Plookup is a modification of PLONK to allow efficient table lookups in a circuit. We consider the cost of implementing the AES block cipher using Plookup.
Definition: The \(b\)-sparse representation of an \(n\)-bit integer \(x = \sum\limits^{n-1}_{i=0} x_i 2^i\) is \(\mathsf{sparse}_b(x) = \sum\limits^{n-1}_{i=0} x_i b^i\).

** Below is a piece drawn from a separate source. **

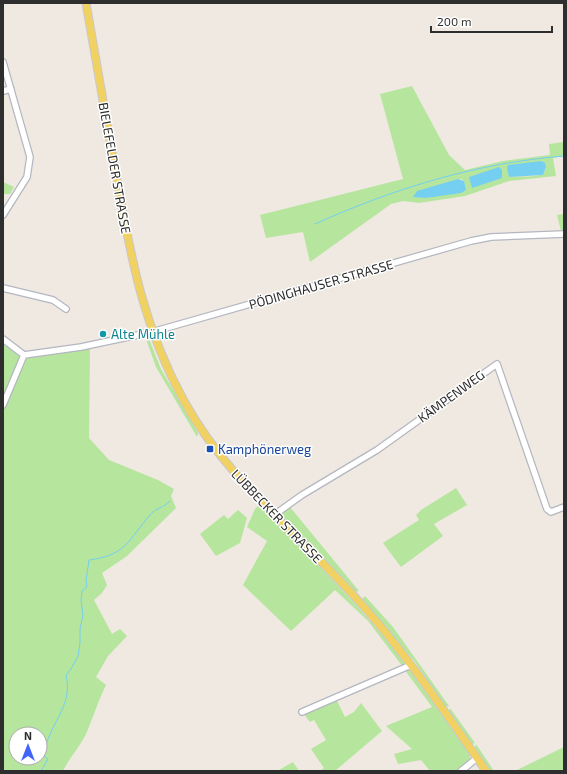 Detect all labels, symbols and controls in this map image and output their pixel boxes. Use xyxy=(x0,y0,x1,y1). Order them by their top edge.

Definition: A \(k\)-ary operation on integers \(\odot\) is "sparse-friendly" if there exists \(f_\odot\) such that \(\bigodot\limits^{k-1}_{j=0} a_j = f_\odot\left(\sum\limits^{k}_{j=0} \mathsf{sparse}_{k+1}(a_j)\right)\). In other words, the result of \(\odot\) depends only on the bitwise sum of the inputs.
Fact: bitwise \(k\)-ary XOR is sparse-friendly. (As are [N]AND, [N]OR, and NXOR, but we won't need those.)
This technique was invented by Vitalik Buterin. We'd considered \(4\)-sparse representation at the Boulder Zcash summit in November 2014, but discarded it then because there was no efficient way to do lookups in R1CS-based proof systems.
The AES state is a \(4\) by \(4\) matrix with elements in \(GF(2^8)\). A \(GF(2^8)\) element is represented in polynomial basis \(GF(2)[X]/(X^8 + X^4 + X^3 + X + 1)\), where the polynomial \(p(X) = \sum\limits^{7}_{i=0} c_i X^i\) is typically identified with its integer evaluation \(p(2) = \sum\limits^{7}_{i=0} c_i 2^i\).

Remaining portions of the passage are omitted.